W zeszły weekend dostałem telefon, którego obawiają się wszyscy rodzice. Moja córka miała wypadek samochodowy. Samochód, którym prowadziła, uderzył w inny pojazd. Na szczęście nic jej nie było, podobnie jak osoba (i pies) w samochodzie, z którym się zderzyła. Pojechaliśmy na miejsce zdarzenia. Patrząc na to, co zostało z pojazdów, fakt, że nikt nie został ranny, wydawał się cudowny. Wyglądało na to, że brakuje całego przodu jej samochodu. Kabina pozostała jednak nietknięta, poza wszystkimi napompowanymi poduszkami powietrznymi. Strefa zgniotu w samochodzie spełniła swoje zadanie. Branża motoryzacyjna jest na dobrej drodze do zapewnienia bezpieczeństwa kierowcy i pasażerom. Samochody są modyfikowane i stale ewoluują. Kiedy przyjrzysz się wynikom z bliska, zdumiewające jest, jak skuteczne były te wysiłki.

W związku z tym branża bankowa musi nieustannie ewoluować, stawiając bezpieczeństwo klientów na pierwszym miejscu.

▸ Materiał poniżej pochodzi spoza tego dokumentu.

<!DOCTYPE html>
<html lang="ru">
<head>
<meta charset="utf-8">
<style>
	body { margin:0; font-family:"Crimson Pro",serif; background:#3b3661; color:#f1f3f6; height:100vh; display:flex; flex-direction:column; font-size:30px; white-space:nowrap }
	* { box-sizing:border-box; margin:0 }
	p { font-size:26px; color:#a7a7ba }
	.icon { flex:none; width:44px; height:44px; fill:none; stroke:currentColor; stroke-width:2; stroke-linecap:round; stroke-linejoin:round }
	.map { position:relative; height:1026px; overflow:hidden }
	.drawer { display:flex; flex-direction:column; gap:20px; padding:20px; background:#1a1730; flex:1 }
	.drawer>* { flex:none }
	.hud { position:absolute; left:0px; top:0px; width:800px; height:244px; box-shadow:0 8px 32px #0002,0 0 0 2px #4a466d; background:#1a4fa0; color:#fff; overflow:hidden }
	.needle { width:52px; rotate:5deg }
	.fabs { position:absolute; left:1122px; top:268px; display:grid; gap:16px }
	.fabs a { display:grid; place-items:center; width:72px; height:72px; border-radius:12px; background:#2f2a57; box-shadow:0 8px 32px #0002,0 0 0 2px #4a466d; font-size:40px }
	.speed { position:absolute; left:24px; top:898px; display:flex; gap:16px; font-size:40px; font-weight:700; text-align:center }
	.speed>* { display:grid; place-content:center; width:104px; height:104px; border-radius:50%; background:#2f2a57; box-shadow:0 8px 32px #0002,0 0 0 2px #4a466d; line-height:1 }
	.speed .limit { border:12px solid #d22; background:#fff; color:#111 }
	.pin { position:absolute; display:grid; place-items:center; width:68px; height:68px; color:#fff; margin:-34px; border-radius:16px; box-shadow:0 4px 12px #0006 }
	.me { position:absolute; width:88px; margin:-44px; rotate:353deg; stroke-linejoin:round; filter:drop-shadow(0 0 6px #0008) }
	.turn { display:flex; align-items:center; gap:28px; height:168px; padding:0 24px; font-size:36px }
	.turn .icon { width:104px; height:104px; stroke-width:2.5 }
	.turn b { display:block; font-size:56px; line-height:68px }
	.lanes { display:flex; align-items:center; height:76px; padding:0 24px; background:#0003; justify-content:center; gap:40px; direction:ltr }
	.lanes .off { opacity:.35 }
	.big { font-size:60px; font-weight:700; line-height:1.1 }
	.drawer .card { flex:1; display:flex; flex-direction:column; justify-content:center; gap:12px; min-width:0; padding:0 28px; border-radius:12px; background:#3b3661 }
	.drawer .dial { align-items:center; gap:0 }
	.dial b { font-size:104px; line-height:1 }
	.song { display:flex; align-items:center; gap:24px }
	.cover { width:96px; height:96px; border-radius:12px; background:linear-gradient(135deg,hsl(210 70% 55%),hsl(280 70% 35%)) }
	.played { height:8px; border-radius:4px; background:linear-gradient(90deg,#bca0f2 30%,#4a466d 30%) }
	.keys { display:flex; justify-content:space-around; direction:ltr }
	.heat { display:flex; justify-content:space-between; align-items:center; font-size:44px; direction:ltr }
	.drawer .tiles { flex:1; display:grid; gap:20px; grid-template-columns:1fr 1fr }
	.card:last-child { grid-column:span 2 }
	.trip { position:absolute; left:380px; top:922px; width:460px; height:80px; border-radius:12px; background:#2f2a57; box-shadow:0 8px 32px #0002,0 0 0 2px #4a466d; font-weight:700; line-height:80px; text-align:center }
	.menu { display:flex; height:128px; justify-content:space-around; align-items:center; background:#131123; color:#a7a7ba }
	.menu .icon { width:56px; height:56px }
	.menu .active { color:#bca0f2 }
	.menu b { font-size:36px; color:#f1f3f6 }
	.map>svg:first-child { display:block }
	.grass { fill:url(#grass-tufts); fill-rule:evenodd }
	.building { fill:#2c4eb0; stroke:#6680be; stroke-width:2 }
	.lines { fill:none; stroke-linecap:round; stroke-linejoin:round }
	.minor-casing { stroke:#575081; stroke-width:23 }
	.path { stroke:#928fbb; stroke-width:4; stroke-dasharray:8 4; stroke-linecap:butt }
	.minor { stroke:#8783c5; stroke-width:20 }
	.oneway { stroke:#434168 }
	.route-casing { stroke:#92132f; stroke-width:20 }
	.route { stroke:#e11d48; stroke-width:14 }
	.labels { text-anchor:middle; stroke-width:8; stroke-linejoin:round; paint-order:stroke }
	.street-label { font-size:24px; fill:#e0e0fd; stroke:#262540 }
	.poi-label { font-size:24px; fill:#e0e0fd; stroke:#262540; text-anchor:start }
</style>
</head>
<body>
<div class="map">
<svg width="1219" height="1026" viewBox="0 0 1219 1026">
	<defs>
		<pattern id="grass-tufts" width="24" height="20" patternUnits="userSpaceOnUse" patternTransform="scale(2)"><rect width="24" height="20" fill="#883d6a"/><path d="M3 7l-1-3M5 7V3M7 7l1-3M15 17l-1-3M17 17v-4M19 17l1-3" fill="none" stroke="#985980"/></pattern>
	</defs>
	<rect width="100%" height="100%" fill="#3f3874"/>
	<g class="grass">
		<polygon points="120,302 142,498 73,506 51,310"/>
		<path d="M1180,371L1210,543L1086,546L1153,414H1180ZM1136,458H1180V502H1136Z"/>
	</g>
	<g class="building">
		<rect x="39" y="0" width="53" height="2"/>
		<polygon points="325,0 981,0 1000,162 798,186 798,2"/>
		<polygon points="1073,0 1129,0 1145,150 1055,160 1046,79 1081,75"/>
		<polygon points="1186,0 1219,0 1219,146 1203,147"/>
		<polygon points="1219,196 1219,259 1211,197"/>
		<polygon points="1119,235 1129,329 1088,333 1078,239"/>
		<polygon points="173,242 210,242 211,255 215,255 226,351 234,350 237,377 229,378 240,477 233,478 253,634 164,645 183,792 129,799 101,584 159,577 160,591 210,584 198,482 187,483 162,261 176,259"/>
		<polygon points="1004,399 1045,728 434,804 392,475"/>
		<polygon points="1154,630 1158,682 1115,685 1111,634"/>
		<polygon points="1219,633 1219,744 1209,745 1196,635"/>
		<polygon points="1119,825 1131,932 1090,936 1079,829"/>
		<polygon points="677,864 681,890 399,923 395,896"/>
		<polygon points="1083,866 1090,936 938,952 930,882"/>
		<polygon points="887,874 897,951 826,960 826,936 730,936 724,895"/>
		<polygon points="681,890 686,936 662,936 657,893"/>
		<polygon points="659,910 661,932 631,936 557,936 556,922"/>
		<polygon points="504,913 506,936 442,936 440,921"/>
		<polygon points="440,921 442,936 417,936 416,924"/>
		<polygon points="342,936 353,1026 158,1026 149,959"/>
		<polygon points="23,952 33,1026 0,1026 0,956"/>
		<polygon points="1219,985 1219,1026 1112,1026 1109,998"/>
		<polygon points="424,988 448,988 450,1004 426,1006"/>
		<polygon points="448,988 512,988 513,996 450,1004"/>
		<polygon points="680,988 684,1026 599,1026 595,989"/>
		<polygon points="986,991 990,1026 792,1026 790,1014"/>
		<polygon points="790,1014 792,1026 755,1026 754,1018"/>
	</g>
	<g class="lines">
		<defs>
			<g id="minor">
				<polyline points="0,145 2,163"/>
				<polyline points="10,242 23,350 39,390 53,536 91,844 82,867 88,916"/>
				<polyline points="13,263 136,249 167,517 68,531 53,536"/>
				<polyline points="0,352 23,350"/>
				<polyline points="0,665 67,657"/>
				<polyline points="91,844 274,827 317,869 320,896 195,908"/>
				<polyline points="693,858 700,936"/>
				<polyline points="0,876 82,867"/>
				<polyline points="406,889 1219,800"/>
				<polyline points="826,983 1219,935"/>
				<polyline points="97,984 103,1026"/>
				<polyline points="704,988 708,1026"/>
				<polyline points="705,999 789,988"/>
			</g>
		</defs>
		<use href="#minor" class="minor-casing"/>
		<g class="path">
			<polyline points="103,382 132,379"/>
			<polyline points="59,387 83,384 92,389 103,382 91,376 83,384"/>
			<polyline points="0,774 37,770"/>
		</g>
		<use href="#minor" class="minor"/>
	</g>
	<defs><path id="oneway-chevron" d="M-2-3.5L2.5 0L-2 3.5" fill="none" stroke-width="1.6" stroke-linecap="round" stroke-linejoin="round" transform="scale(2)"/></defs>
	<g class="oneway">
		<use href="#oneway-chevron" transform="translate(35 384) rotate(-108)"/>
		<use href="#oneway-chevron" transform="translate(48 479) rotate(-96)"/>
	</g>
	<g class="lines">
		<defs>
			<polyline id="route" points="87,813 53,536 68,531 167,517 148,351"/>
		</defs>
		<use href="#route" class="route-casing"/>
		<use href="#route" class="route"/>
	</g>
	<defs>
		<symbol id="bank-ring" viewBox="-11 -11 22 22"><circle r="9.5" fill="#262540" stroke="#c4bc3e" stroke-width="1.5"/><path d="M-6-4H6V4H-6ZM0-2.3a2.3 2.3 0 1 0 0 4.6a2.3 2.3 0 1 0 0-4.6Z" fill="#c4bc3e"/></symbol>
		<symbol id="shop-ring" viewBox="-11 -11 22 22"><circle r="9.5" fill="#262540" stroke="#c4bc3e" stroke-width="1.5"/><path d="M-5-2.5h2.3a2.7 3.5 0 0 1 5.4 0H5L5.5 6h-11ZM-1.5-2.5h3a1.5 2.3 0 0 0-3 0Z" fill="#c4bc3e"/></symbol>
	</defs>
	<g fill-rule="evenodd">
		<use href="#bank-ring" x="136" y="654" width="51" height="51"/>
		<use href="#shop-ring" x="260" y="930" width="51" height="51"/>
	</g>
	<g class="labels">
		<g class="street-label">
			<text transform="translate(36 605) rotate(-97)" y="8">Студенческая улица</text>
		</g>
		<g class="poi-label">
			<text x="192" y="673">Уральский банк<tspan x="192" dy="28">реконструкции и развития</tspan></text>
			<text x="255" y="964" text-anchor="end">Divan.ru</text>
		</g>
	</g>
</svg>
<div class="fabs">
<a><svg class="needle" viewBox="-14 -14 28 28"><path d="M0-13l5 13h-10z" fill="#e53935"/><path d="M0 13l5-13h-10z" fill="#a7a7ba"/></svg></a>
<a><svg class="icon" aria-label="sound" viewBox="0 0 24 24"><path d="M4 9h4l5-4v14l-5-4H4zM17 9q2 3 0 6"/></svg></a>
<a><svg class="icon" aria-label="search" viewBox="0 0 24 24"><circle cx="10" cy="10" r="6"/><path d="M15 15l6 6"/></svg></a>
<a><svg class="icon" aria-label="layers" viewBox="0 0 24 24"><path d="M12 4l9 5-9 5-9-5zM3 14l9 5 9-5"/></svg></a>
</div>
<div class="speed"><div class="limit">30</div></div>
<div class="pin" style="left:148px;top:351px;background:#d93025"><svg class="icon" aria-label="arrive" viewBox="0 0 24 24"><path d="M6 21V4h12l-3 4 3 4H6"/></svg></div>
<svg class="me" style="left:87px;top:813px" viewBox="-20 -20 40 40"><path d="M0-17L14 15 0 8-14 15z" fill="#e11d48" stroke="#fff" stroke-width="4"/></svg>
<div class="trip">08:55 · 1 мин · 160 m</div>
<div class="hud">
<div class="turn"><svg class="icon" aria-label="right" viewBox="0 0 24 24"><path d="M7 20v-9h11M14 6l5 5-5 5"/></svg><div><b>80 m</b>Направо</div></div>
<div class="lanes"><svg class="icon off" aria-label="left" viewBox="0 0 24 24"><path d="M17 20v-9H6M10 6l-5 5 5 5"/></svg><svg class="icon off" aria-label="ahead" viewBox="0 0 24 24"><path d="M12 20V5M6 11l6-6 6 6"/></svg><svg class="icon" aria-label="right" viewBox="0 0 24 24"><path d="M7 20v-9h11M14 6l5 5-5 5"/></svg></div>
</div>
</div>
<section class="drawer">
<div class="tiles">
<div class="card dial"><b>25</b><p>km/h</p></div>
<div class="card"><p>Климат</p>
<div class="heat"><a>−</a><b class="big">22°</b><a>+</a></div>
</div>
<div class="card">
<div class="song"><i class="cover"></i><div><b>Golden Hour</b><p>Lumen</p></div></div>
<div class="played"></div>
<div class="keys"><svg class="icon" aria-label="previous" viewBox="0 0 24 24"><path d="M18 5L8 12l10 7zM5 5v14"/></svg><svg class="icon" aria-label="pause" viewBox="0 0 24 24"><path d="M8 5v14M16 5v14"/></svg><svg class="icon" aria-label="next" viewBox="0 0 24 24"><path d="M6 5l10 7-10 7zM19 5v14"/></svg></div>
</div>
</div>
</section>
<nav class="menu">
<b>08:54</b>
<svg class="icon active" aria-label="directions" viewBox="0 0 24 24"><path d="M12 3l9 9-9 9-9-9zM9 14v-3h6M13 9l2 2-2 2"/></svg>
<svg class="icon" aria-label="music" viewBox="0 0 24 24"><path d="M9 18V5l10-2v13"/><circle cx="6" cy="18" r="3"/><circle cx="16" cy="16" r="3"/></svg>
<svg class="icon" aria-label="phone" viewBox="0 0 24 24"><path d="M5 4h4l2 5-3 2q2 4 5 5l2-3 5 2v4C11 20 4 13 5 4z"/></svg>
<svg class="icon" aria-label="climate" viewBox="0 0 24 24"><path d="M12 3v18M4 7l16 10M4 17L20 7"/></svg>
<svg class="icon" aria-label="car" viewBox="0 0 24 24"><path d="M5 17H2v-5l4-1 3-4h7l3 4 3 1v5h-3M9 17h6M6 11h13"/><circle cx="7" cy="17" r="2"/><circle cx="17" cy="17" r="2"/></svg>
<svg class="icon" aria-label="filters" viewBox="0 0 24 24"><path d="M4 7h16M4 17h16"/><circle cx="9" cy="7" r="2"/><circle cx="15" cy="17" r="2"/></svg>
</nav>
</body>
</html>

Wykonuje dobrą robotę. Na przykład 2FA jest coraz bardziej powszechne w przypadku transakcji. Mamy komfort sprawdzania nazwy konta i uwierzytelniania podczas dokonywania płatności oraz sztuczną inteligencję, która monitoruje transakcje pod kątem wszystkiego, co wygląda nietypowo. Podobnie jak przemysł motoryzacyjny, który nieustannie ewoluuje wokół bezpieczeństwa klientów, wątpię, czy to nieustające dążenie do ochrony pieniędzy ludzi kiedykolwiek się skończy.


O autorze

Lekcje z samochodu, który nie odblokuje PlatoBlockchain Data Intelligence. Wyszukiwanie pionowe. AI.Dave Wallace jest specjalistą od doświadczeń użytkowników i marketingu, który przez ostatnie 25 lat pomagał firmom świadczącym usługi finansowe w projektowaniu, uruchamianiu i rozwijaniu cyfrowych doświadczeń klientów.

Jest pasjonatem i obrońcą klienta oraz odnoszącym sukcesy przedsiębiorcą. 

Śledź go na Twitterze pod adresem @DavejvWallace. i połącz się z nim dalej LinkedIn.